Friday, February 04, 2011

Twenty Four Hour School

Some of my algebra students have zero memory.  They can do the work in class, but walking out the door hits the permanent delete button on their brains.  But, I've come up with a way to help them pass the regents.

My Proposal:  Twenty four hours before the exam, the students will be required to come to school.  They will then be ushered into a large room and the door will lock behind them.  No one will be permitted to leave, except for scheduled bathroom breaks and those breaks will take place under supervision.  Food and Red Bull will be provided.  During this time period, rotating teams of teachers will continually do past regents exams with them. Thirty minute naps will be permitted every 8 hours.  When the exam starts, tables will be set up in the same room and the students will then take their seats and begin to work.  No free time allows no escape of knowledge.
Of course this kind of learning is meaningless but that doesn't matter. The school will have the statistics it wants and that is all that counts.


CrysHouse said...

I don't know if it's this way in your classroom, but that 24 hour memory applies to all classroom expectations in my school.

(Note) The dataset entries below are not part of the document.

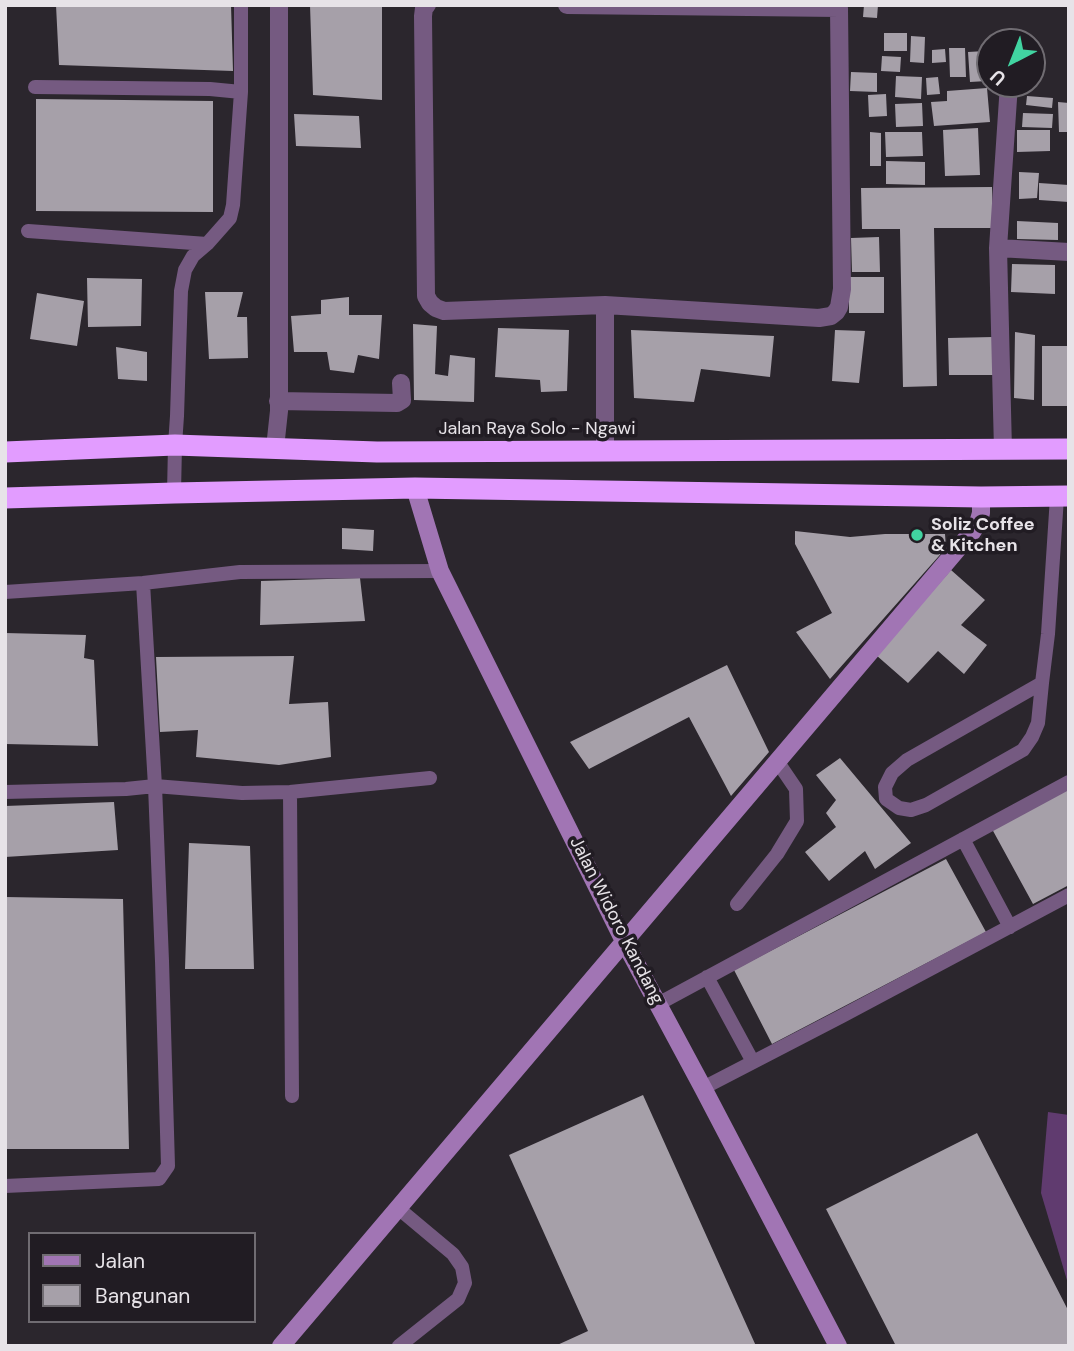 <!DOCTYPE html>
<style>
body{margin:0}
#map{position:relative;width:1074px;height:1351px;overflow:hidden;background:#2b262d;font-family:"DM Sans",sans-serif}
canvas{display:block}
.frame{position:absolute;inset:0;border:7px solid #e7e3e8;pointer-events:none}
.legend{position:absolute;left:28px;top:1232px;width:228px;height:91px;box-sizing:border-box;background:#211c23;border:2px solid #706c72;margin:0;padding:9px 12px;list-style:none;font-size:21px;color:#e7e3e8}
.legend li{display:flex;align-items:center;gap:14px;height:35px}
.legend b{width:35px;border:2px solid #706c72}
.north{position:absolute;left:976px;top:28px;width:70px;height:70px;box-sizing:border-box;background:#211c23;border:2px solid #706c72;border-radius:50%;rotate:222deg;font-size:19px;font-weight:700;line-height:28px;text-align:center;color:#e7e3e8}
.north::after{content:'';display:block;margin:auto;width:24px;height:32px;background:#41d4a1;clip-path:polygon(50% 0,100% 100%,50% 72%,0 100%)}
</style>
<div id="map">
<canvas width="1074" height="1351"></canvas>
<div class="frame"></div>
<ul class="legend">
<li><b style="height:9px;background:#a175b4"></b>Jalan</li>
<li><b style="height:19px;background:#a6a0a9"></b>Bangunan</li>
</ul>
<div class="north">U</div>
</div>
<script>
const g = document.querySelector('canvas').getContext('2d');
g.lineJoin = 'round';
function paint(path, color) { g.fillStyle = color; g.fill(path, 'evenodd'); }
const toPath = rows => new Path2D(rows.map(r => 'M' + r).join(''));
function trace(path, color, width, dash) { g.strokeStyle = color; g.lineWidth = width; g.lineCap = dash ? 'butt' : 'round'; g.setLineDash(dash || []); g.stroke(path); }
function drawText(font, color, halo, rows, align = 'center') {
  g.font = font + ' "DM Sans",sans-serif'; g.lineWidth = 7; g.setLineDash([]); g.textBaseline = 'middle'; g.strokeStyle = halo; g.fillStyle = color; for (const [text, x, y, turn = 0] of rows) {
    g.save(); g.translate(x, y); g.rotate((+turn || 0) * Math.PI / 180); g.textAlign = isNaN(turn) ? turn : align; if (halo) g.strokeText(text, 0, 0); g.fillText(text, 0, 0); g.restore();
  }
}
paint(toPath([
 [1048,1112,1069,1115,1069,1287,1041,1193]
]), '#603b6f');
paint(toPath([
 [56,5,231,5,233,71,59,65],
 [310,5,382,5,382,100,313,95],
 [864,5,878,5,877,18,863,17],
 [884,33,907,33,907,51,884,51],
 [911,36,925,37,924,63,910,62],
 [949,48,965,48,966,77,950,77],
 [945,49,946,62,932,63,932,50],
 [985,51,987,81,970,82,968,52],
 [882,56,901,57,900,72,881,71],
 [851,72,877,73,877,92,850,91],
 [896,76,922,77,921,99,895,97],
 [938,77,940,94,927,95,926,78],
 [987,88,990,122,934,126,931,102,947,101,947,91],
 [886,94,887,116,869,117,868,95],
 [1027,96,1053,98,1052,108,1026,105],
 [36,99,213,101,213,212,36,211],
 [1058,102,1069,103,1069,132,1059,132],
 [922,103,923,126,896,127,895,104],
 [1023,113,1053,114,1052,128,1022,127],
 [294,114,359,116,361,148,296,146],
 [978,128,980,175,945,176,943,130],
 [1017,130,1050,130,1050,151,1017,152],
 [870,132,881,133,881,166,870,166],
 [885,132,922,132,923,156,886,157],
 [886,161,925,162,925,185,886,184],
 [1019,172,1039,173,1037,198,1019,199],
 [1039,183,1069,185,1069,202,1039,200],
 [992,187,993,228,934,228,937,386,903,387,900,229,862,229,861,188],
 [1017,221,1058,223,1058,240,1017,239],
 [879,237,880,272,852,272,851,238],
 [1012,264,1055,265,1055,294,1011,292],
 [849,277,884,277,884,313,849,313],
 [87,278,142,279,141,326,88,327],
 [205,292,243,292,237,317,247,317,248,358,209,359],
 [37,293,84,301,77,346,30,339],
 [349,297,349,315,382,315,379,359,358,355,354,373,330,370,327,352,294,352,291,316,321,314,321,300],
 [413,324,437,326,435,374,448,376,450,355,475,358,474,402,414,400],
 [498,328,569,330,567,391,541,392,540,380,495,377],
 [631,330,774,336,770,377,701,369,694,402,634,398],
 [835,330,865,331,859,383,832,381],
 [1015,332,1035,335,1034,400,1014,398],
 [993,337,993,375,949,375,948,338],
 [1042,346,1069,346,1069,406,1042,406],
 [116,347,147,352,147,381,118,379],
 [342,528,374,530,373,551,342,549],
 [795,531,850,537,885,534,945,534,946,548,830,679,796,632,832,613,795,544],
 [951,570,985,600,961,625,987,645,964,674,938,651,908,683,876,655],
 [360,578,365,621,260,625,261,581],
 [5,633,86,635,84,658,94,660,98,746,5,744],
 [294,656,289,704,328,702,331,757,279,765,196,757,198,730,160,732,156,657],
 [727,665,769,752,731,796,689,717,589,769,570,742],
 [840,758,911,843,875,869,865,851,829,881,805,852,836,827,826,813,836,800,816,775],
 [1069,788,1069,885,1033,904,992,829],
 [114,802,118,850,5,857,5,806],
 [189,843,250,846,254,969,185,969],
 [946,859,986,932,772,1044,734,970],
 [5,897,123,899,129,1149,5,1149],
 [643,1095,756,1346,555,1346,588,1331,509,1155],
 [977,1133,1069,1312,1069,1346,896,1346,826,1209]
]), '#a6a0a9');
trace(toPath([
 [35,87,210,89,241,92],
 [28,231,207,244],
 [174,493,175,445,177,416,181,291,185,270,193,256,207,244,230,218,233,205,241,92,241,5],
 [5,592,143,583,240,572,440,571],
 [1042,683,907,760,892,773,885,787,886,799,899,808,911,810,926,805,1023,750,1032,737,1038,723,1042,683,1048,634,1057,497],
 [5,792,126,789,155,786,242,793,290,792,430,778],
 [290,792,292,1096],
 [963,839,1010,927],
 [737,904,777,854,797,821,796,789,777,761],
 [707,977,753,1062],
 [658,1004,1069,782],
 [703,1088,842,1016,1069,895],
 [5,1186,159,1179,168,1166,162,961,155,786,143,583],
 [398,1208,453,1254,462,1267,465,1283,458,1299,399,1346]
]), '#755a81', 14);
trace(toPath([
 [427,5,424,8,423,16,426,296,430,303,436,308,444,311,605,305,819,318,831,316,836,312,839,307,842,289,839,8,567,5],
 [998,248,1069,252],
 [278,401,397,403,402,400,401,383],
 [275,448,279,411,279,5],
 [1003,450,998,248,1009,84],
 [605,451,605,305]
]), '#755a81', 18);
trace(toPath([
 [415,488,440,571,624,941,703,1088,838,1346],
 [281,1346,972,532,978,523,981,513,981,497]
]), '#a175b4', 18);
trace(toPath([
 [5,452,175,445,377,452,1069,449],
 [5,498,174,493,415,488,981,497,1069,496]
]), '#e29cff', 21);
for (const [x, y, r, color] of [
 [917,535,7,"#41d4a1"]
]) { const dot = new Path2D(); dot.arc(x, y, r, 0, 2 * Math.PI); g.fillStyle = color; g.fill(dot); trace(dot, '#211c23', 2.5); }
drawText('18px', '#e7e3e8', '#211c23', [
 ["Jalan Raya Solo - Ngawi",537,429],
 ["Jalan Widoro Kandang",616,921,63]
]);
drawText('bold 18px', '#e7e3e8', '#211c23', [
 ["Soliz Coffee",931,525],
 ["& Kitchen",931,546]
], 'left');
</script>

A pencil? Why would any student need one of those?

Paper? Stupid teachers.

Homework? Wait. I'm supposed to bring that back?!

NYC Educator said...

You should probably read Doug Lemov's book. It's full of suggestions just like yours.

The Reflective Educator said...

I kind of think this 24-hour method would be more effective if it was implemented year round.

Pissed Off said...

No one would spend that kind of money on NYC school children.

Anonymous said...

You should read Jonathan Swift's "My Modest Proposal". I had to read that for my 10 grade global studies class and also had to write my own modest proposal.

Your proposal sounds very similar to Jonathan Swift's. You should check it out sometime.